Realistically - no. The other form of anticoagulation treatment, apart from heparin,
is warfarin. Warfarin is administered orally.
However, there is consensus now that warfarin is not safe to use in pregnancy. There
are quite a few abnormalities that have been associated with warfarin use during
pregnancy. It is also known that this may happen, at whatever stage of pregnancy
the treatment is used.
Abnormalities may include abnormal shape of the face, small head (microcephaly),
blindness or a missing spleen.
Even though all of these are uncommon, they are serious enough to make the use of
warfarin in pregnancy not worthwhile, particularly when an effective alternative
Pulmonary embolism in pregnancy
How can pulmonary embolism be recognized?

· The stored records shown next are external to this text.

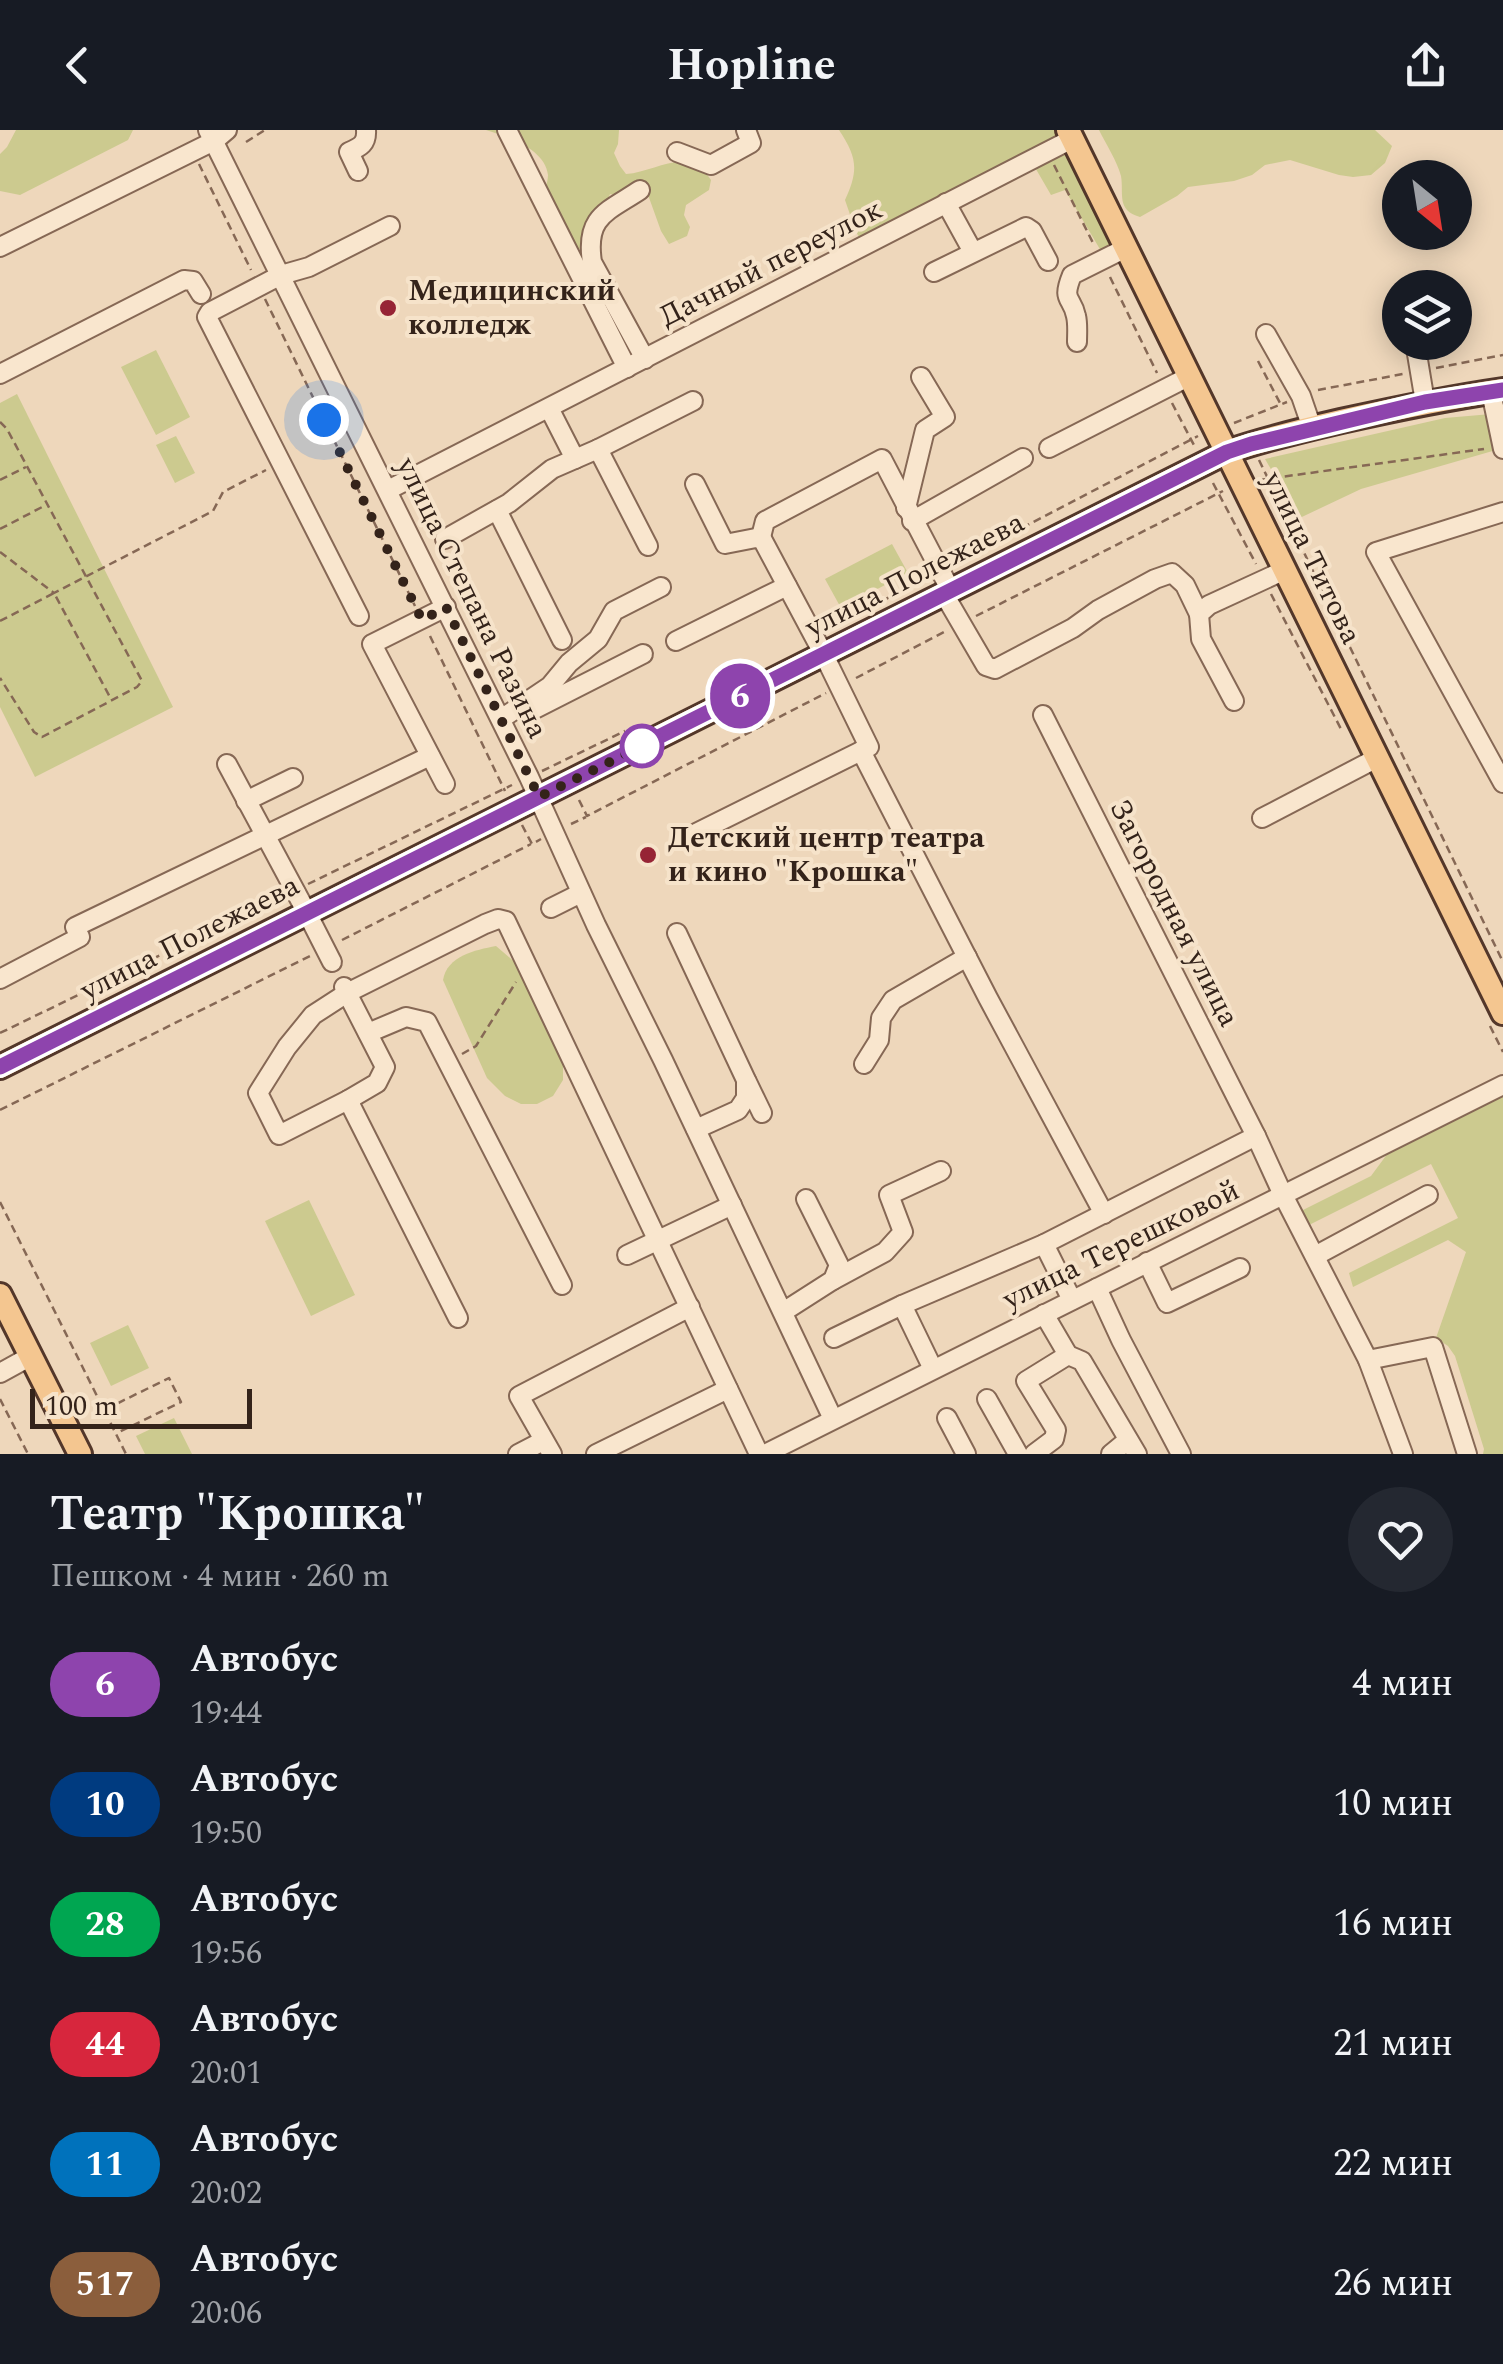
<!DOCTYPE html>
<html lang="ru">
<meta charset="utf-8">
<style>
body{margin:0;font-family:Spectral,serif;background:#242831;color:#f1f3f6;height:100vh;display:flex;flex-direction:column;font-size:38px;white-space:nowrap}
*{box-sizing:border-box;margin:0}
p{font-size:32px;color:#9ea1a6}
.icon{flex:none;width:55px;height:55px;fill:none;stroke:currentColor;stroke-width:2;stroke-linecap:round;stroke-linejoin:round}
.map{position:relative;height:1324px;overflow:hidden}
.details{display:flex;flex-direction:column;background:#171b24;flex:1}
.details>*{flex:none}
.badge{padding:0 20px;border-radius:32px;font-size:35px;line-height:65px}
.needle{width:65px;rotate:150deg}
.fabs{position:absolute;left:1382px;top:30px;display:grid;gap:20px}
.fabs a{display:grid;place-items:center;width:90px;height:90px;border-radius:50%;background:#171b24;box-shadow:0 5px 25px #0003;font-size:50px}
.scale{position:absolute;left:30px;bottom:25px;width:222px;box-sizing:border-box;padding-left:10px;border:5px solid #34231a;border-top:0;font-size:28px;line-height:35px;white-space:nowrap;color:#34231a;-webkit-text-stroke:8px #f6e3ca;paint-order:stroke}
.you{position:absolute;width:50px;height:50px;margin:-25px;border:8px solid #fff;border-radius:50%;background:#1a73e8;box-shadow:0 0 0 15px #1a73e833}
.map>.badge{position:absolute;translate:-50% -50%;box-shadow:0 0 0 5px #fff}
.round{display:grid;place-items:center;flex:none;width:105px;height:105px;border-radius:52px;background:#242831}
.headline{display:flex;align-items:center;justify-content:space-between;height:170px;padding:0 50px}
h1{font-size:48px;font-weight:700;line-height:75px}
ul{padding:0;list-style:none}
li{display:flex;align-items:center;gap:30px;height:120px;padding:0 50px}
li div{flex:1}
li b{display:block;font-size:38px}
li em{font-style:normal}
li .badge{min-width:110px;font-weight:700;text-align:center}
header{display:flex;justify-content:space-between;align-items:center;height:130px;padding:0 50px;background:#171b24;font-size:45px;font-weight:700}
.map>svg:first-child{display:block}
.green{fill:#ccca8f}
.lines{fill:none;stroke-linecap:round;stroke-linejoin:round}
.minor-casing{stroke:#866855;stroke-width:22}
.major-casing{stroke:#53372a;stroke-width:28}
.path{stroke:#866855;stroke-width:2.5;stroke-dasharray:8 5;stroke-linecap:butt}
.minor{stroke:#f9e6ce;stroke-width:18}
.major{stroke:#f4c690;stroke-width:22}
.line-casing{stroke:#fff;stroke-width:22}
.line{stroke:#8e44ad;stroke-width:15}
.walk{stroke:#34231a;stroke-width:10;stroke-dasharray:0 18}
.poi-dot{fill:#962435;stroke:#f6e3ca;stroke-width:4}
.stop-dot{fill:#fff;stroke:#8e44ad;stroke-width:5}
.labels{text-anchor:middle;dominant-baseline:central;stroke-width:8;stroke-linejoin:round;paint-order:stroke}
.street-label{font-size:30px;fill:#34231a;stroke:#f6e3ca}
.poi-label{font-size:30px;font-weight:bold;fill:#34231a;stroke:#f6e3ca;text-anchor:start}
</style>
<header><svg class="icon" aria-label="back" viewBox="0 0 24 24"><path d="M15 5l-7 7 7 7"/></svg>Hopline<svg class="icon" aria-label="share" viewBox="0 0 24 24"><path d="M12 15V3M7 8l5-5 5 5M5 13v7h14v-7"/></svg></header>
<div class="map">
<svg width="1503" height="1324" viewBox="0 0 1503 1324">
<rect width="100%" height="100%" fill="#eed7bb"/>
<g class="green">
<polygon points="16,0 133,0 128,10 20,65 0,61 0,24 7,17"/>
<path d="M486,0H619L618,14L614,23L620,36L626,44C657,42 688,14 711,50L709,60L686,75L684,85L690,97L687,106L669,114L661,101L647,62L618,66L610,64L607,72L601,117L590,124L555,107C552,95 545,81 544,68C544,61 548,52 548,45C545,18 507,7 486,0Z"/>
<path d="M839,0H1056L1110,104L1113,115L1109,120L1101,121L1065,60L1051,65L1033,34L868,121L856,102L845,70C859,40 857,27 839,0Z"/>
<path d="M1099,0H1375L1392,16L1385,33L1371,45L1353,47L1339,45L1290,30L1265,35L1252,45L1234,51L1188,57L1177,66L1140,87C1116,80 1124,64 1121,46C1117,31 1106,14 1099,0Z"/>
<polygon points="156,220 190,287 156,305 121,237"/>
<polygon points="17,264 173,577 35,647 0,577 0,273"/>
<polygon points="1503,283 1503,318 1361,359 1287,394 1282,358 1265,329 1445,288"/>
<polygon points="176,306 195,343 175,353 156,315"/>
<polygon points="892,414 908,443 841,478 825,449"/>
<path d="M496,816L517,834L563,931V950L553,966L537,974H521L505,966L487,948L443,850C447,826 475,820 496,816Z"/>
<polygon points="1503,965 1503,1324 1483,1324 1484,1319 1455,1226 1448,1216 1436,1208 1466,1122 1448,1110 1353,1157 1349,1143 1458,1088 1431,1034 1303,1098 1295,1084 1371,1046 1388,1023"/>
<polygon points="309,1070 355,1165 311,1186 265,1091"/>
<polygon points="128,1195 149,1238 111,1256 90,1213"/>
<polygon points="174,1288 192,1324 145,1324 136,1306"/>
</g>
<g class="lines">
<g class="minor-casing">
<g id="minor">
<polyline points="208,0 529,647 596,795 663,930 833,1289"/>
<polyline points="507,0 627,238"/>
<polyline points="677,22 711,35 751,13 746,0"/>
<path d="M358,41L349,22C360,17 367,14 366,0"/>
<path d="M640,60C607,82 585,86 592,132L645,229"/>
<polyline points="946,73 973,122"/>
<polyline points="0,117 214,11 227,0"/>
<polyline points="934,142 1026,97 1032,101 1048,131"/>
<polyline points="1266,204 1301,266 1312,298"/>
<path d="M1077,212C1077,204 1078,194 1076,186C1072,166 1061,172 1072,145L1126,118"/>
<polyline points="1415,212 1425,272"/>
<polyline points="0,244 184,150 193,151 201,164"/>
<polyline points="1491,262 1503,319"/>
<polyline points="549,278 575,329"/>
<polyline points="1049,318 1190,246"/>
<polyline points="598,319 693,271"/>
<polyline points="388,360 1072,9"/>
<polyline points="906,378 925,300 945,287 921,247"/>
<polyline points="497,380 562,510"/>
<polyline points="1503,382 1376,422 1503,653"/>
<polyline points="912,391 1023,328"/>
<polyline points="761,407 765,391 882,329 951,461"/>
<polyline points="445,409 509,373 552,339 598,319 648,416"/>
<polyline points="944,464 986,536 995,539 1073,498 1098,480 1155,449 1172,443 1185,455 1199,484"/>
<polyline points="359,486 207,187 210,182 281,145 309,137 390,96"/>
<polyline points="676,511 787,456"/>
<polyline points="1234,571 1201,509 1199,484 1209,475 1285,440"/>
<polyline points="527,583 643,524"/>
<polyline points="1043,585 1256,1006 1044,1114 1072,1170"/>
<polyline points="501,589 550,556 569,533 598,509 614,481 661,457"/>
<polyline points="861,621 988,868 1104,1084"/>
<polyline points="227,634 307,783"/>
<polyline points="445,654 372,514 446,477"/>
<polyline points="246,671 293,648"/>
<polyline points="1262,688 1377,628"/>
<polyline points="688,707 869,617 824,525 761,407 725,414 695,354"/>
<polyline points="551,778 581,763"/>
<polyline points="307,783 332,832"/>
<polyline points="677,803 746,950 746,968 738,980 696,999"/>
<polyline points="0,849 80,807 75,797 430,626"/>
<polyline points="344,857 385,937 377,953 348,970 458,1188"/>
<polyline points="368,903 406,887 427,892 562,1155"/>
<polyline points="864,934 879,910 881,888 893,870 967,827"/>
<polyline points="747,952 762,983"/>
<polyline points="348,970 279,1005 258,963 287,917 313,885 347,863 485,794 498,789 506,791 759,1324"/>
<polyline points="1256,1006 1283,1065 1368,1230 1403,1324"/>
<polyline points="627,1125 732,1075"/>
<polyline points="1315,1126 1428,1065"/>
<polyline points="1147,1132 1167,1173 1240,1138"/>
<polyline points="833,1150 885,1122 903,1102 889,1065 941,1041"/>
<polyline points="1097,1158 1121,1210 1181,1324"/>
<polyline points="902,1175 1044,1114"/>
<polyline points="783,1182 833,1150 839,1135 806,1069"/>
<polyline points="1044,1184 1068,1225 1082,1231 1137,1324"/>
<polyline points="834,1208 902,1175 933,1239"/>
<polyline points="1368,1230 1433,1217 1467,1324"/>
<polyline points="0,1243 31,1226"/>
<polyline points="987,1269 1018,1324"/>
<polyline points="947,1288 966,1324"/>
<polyline points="518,1324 543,1311"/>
<polyline points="552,1324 519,1266 690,1177"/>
<polyline points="596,1324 728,1259"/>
<polyline points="765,1324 1503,955"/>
<polyline points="1034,1324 1054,1309 1056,1300 1026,1251 1068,1225"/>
<polyline points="1111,1324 1128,1310"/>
</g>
</g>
<g class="major-casing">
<g id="major">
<polyline points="1068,0 1503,883"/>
<path d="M0,937L1227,322C1264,309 1302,300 1341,291C1395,279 1448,268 1503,260"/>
<polyline points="0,1165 80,1324"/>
</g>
</g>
<g class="path">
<polyline points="246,12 265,0"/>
<polyline points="199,34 251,140"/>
<polyline points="1054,35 1093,113"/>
<polyline points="1110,147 1157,243"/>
<polyline points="265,169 415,476"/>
<polyline points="1258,231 1280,273"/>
<polyline points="1436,238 1503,225"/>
<polyline points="1318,260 1403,244"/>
<polyline points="1172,273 1196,319"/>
<polyline points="0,292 7,299 142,551 137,557 42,607 34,602 0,548"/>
<polyline points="1234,293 1287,272"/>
<polyline points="1259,330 1503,832"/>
<polyline points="0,350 26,337"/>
<polyline points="1259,350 1484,319"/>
<polyline points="1213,353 1256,434"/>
<polyline points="0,399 46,375"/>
<polyline points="0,422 54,463 213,381 223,362 266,340"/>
<polyline points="953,434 1198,306"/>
<polyline points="1271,464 1341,599"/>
<polyline points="976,486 1223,361"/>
<polyline points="0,491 54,463 111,569"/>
<polyline points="829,499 924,449"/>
<polyline points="430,506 505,661"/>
<polyline points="856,548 946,501"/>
<polyline points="542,641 625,601"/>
<polyline points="579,670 587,686 826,563"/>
<polyline points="571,694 586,687"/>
<polyline points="522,695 532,714 541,709"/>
<polyline points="308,754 512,655"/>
<polyline points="342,810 531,714"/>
<polyline points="1490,896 1503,922"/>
<polyline points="0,903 278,768"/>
<polyline points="462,924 476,916 516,852"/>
<polyline points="0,980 312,825"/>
<polyline points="0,1072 126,1324"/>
<polyline points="0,1269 28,1324"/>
<polyline points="106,1279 169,1248 181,1272 117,1303"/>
</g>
<use href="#minor" class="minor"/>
<use href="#major" class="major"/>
</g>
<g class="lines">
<g class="line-casing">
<polyline id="line" points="0,937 1227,322 1251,314 1425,272 1503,260"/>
</g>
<use href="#line" class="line"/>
<polyline class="walk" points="324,290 422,490 446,477 539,667 642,616"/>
</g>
<g class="poi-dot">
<circle cx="388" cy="178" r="10"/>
<circle cx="648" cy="725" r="10"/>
</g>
<circle class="stop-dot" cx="642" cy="616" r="20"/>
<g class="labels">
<g class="street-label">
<text transform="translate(771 133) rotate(-27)">Дачный переулок</text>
<text transform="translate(1312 428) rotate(64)">улица Титова</text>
<text transform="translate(915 445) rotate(-27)">улица Полежаева</text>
<text transform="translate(472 468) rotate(64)">улица Степана Разина</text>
<text transform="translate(1174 783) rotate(63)">Загородная улица</text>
<text transform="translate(190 808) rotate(-27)">улица Полежаева</text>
<text transform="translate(1121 1115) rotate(-26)">улица Терешковой</text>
</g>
<g class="poi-label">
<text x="408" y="161">Медицинский<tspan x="408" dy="34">колледж</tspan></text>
<text x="668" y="708">Детский центр театра<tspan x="668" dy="34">и кино "Крошка"</tspan></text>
</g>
</g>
</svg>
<div class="fabs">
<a><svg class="needle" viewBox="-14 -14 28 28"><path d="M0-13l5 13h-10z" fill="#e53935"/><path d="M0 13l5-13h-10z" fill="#9ea1a6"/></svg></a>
<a><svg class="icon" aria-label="layers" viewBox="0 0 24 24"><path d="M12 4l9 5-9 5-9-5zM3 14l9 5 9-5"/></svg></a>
</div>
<div class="scale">100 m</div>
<div class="you" style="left:324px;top:290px"></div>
<b class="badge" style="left:740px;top:566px;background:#8e44ad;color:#fff">6</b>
</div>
<section class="details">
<div class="headline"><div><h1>Театр &quot;Крошка&quot;</h1><p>Пешком · 4 мин · 260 m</p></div><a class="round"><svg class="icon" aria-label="heart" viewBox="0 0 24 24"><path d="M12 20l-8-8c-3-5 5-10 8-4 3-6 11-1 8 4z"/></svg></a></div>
<ul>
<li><span class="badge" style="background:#8e44ad;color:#fff">6</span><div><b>Автобус</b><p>19:44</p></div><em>4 мин</em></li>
<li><span class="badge" style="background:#003b80;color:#fff">10</span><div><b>Автобус</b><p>19:50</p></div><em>10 мин</em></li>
<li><span class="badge" style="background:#00a651;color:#fff">28</span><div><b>Автобус</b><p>19:56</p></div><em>16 мин</em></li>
<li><span class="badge" style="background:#d7263d;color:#fff">44</span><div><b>Автобус</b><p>20:01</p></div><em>21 мин</em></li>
<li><span class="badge" style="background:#0072bc;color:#fff">11</span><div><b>Автобус</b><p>20:02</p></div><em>22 мин</em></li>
<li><span class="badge" style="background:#8b5e3c;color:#fff">517</span><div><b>Автобус</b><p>20:06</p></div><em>26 мин</em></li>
</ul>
</section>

Pulmonary embolism essentially means a blood-clot lodging in a blood vessel within
the lungs. The lung section that is affected will then have its blood circulation
cut off. The symptoms that the individual will experience will depend on the actual
site of the blockage and the size of lung section affected.
Symptoms may range from non-specific ones including a cough, localized chest pain,
mild fever or coughing up thin blood-stained sputum.
When there is a major embolism, there could be sudden severe crashing chest pain,
shortness of breath and even passing out.